The ABSD is, therefore, very different from the Qualifying Certificate (QC) scheme, where developers pay only 8% of the land rate to extend the sales period by a year, and 16% to extend it on the second year and 24% on the third year, points out Lee Sze Teck, senior director of data analytics, Huttons Asia. The QC charges are also prorated based on unsold units.

Motivated to offload remaining units

"The staggered clawback reductions to ABSD payable could still motivate and incentivise developers to push through the offloading of their remaining units as close to 100% as possible," says CBRE's Song.
Housing developers are facing a multitude of challenges, says Chia Siew Chuin, JLL head of residential research, research & consultancy, Singapore, including escalating development costs and risks, reduced saleable floor area, a sluggish economic climate, and softer housing demand due to market cooling measures, increased interest rates, and inflation.

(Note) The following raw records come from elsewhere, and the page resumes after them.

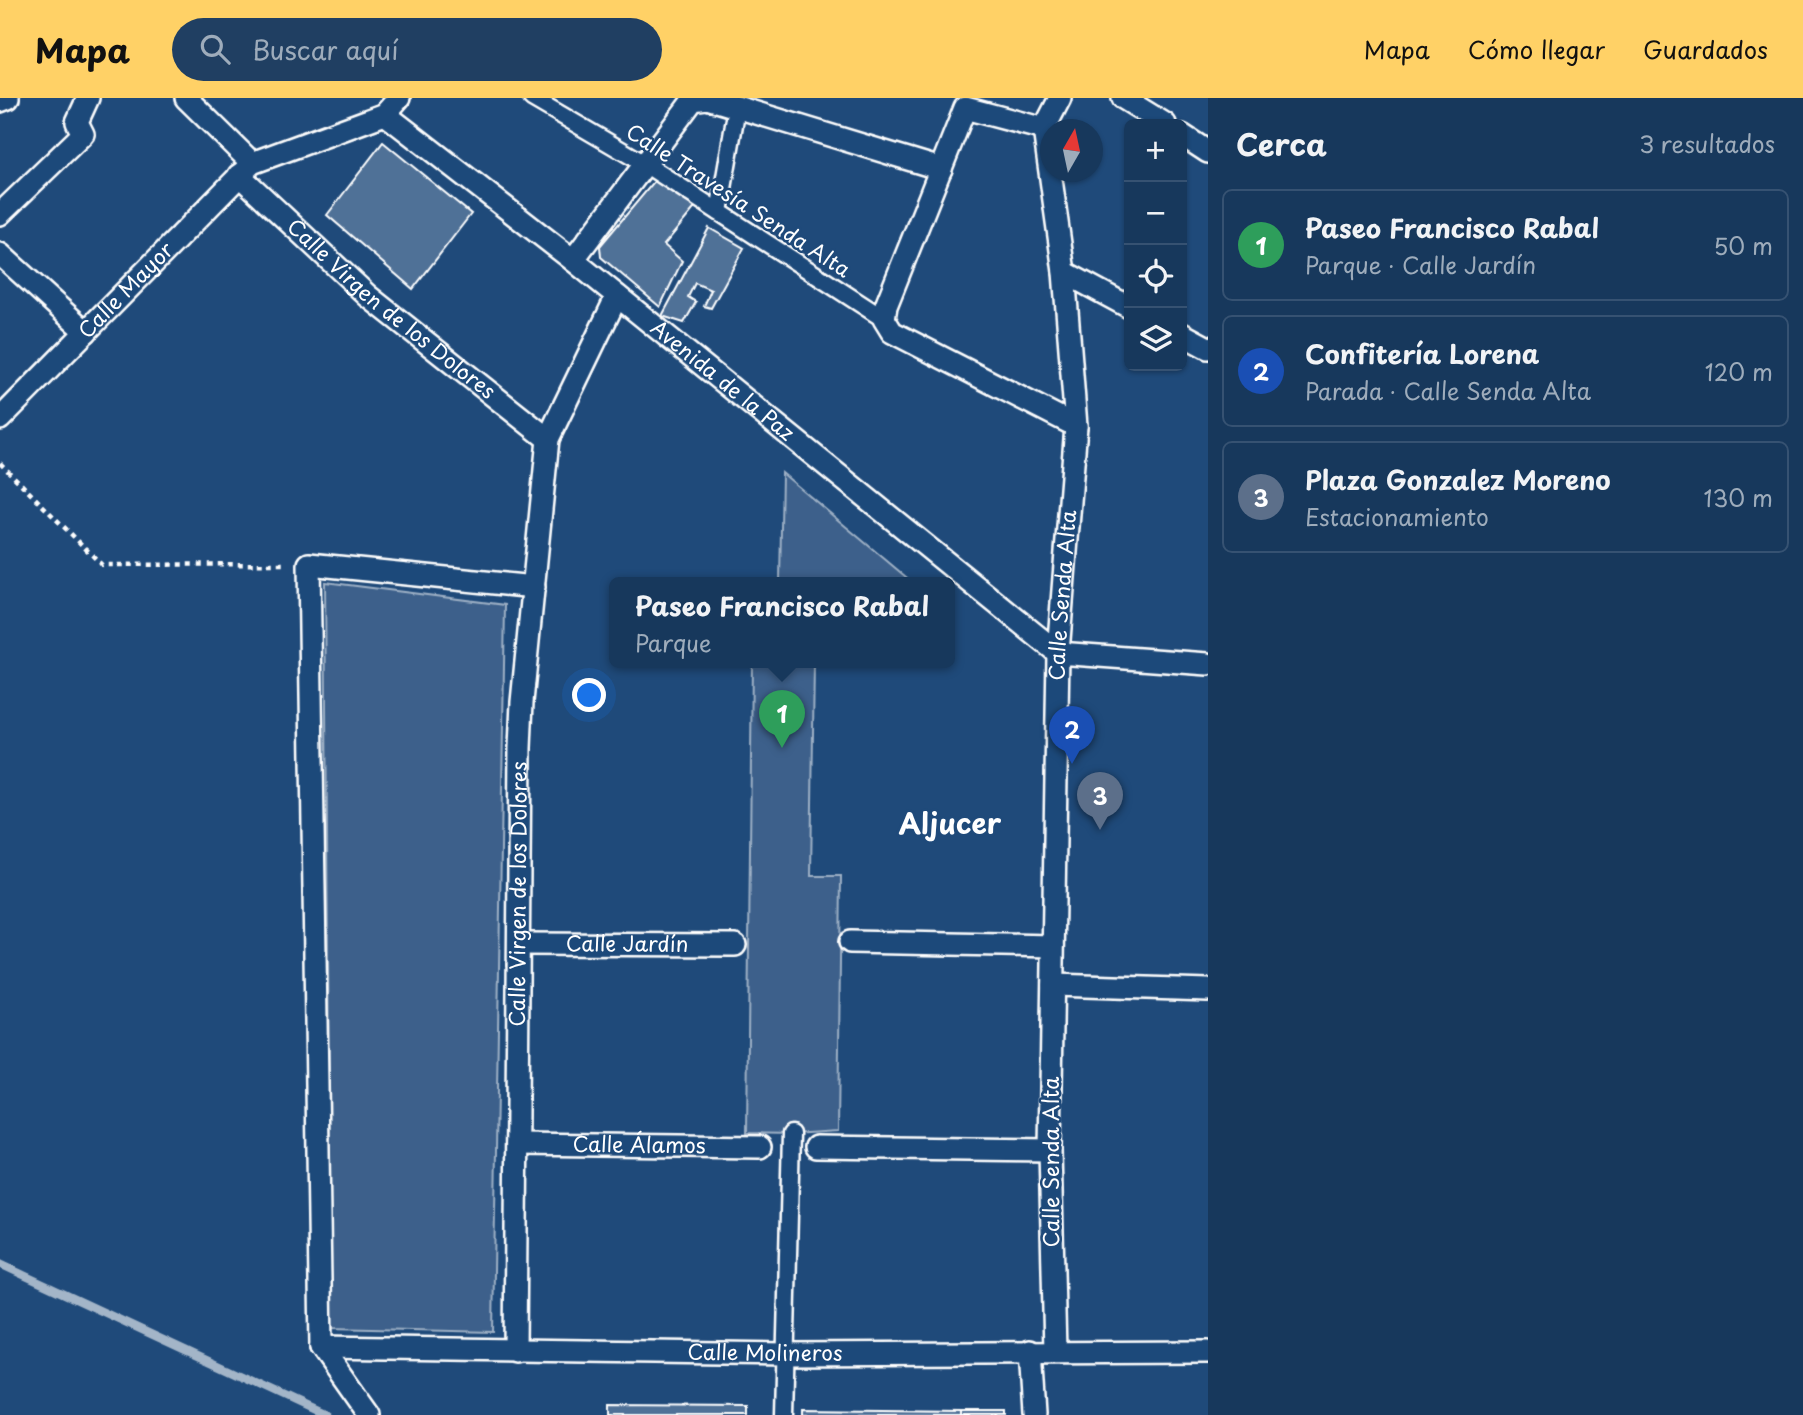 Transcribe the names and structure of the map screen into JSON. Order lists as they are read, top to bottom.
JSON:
{
  "streets": {
    "street": [
      "Calle Travesía Senda Alta",
      "Calle Mayor",
      "Calle Virgen de los Dolores",
      "Avenida de la Paz",
      "Calle Senda Alta",
      "Calle Jardín",
      "Calle Álamos",
      "Calle Molineros"
    ]
  },
  "crossings": [
    ["Calle Mayor", "Calle Virgen de los Dolores"],
    ["Calle Virgen de los Dolores", "Avenida de la Paz"],
    ["Calle Virgen de los Dolores", "Calle Jardín"],
    ["Calle Virgen de los Dolores", "Calle Álamos"],
    ["Calle Virgen de los Dolores", "Calle Molineros"],
    ["Avenida de la Paz", "Calle Senda Alta"],
    ["Calle Senda Alta", "Calle Molineros"]
  ],
  "districts": ["Aljucer"],
  "north": "top",
  "page": {
    "header": "Mapa",
    "search": "Buscar aquí",
    "nav": ["Mapa", "Cómo llegar", "Guardados"],
    "heading": ["Cerca", "3 resultados"],
    "map_buttons": ["+", "−"],
    "list": [
      {
        "mark": "1",
        "name": "Paseo Francisco Rabal",
        "note": "Parque · Calle Jardín",
        "value": "50 m"
      },
      {
        "mark": "2",
        "name": "Confitería Lorena",
        "note": "Parada · Calle Senda Alta",
        "value": "120 m"
      },
      {
        "mark": "3",
        "name": "Plaza Gonzalez Moreno",
        "note": "Estacionamiento",
        "value": "130 m"
      }
    ],
    "popup": ["Paseo Francisco Rabal", "Parque"],
    "pins": ["1", "2", "3"]
  }
}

Chia sees housing developers remaining guarded, selective and strategic in their land acquisition activities. Meanwhile, the private collective sales market presents challenges due to differing price expectations between developers and sellers.
Larger sites with attractive locations may not automatically translate to high bids, notes CBRE's Song. "Developers have to build in higher contingency costs," she says. "This may encourage more competitive bids for attractive land sites in the future." CBRE Research maintains the forecast that private home prices could increase by 3% to 4% in 2024.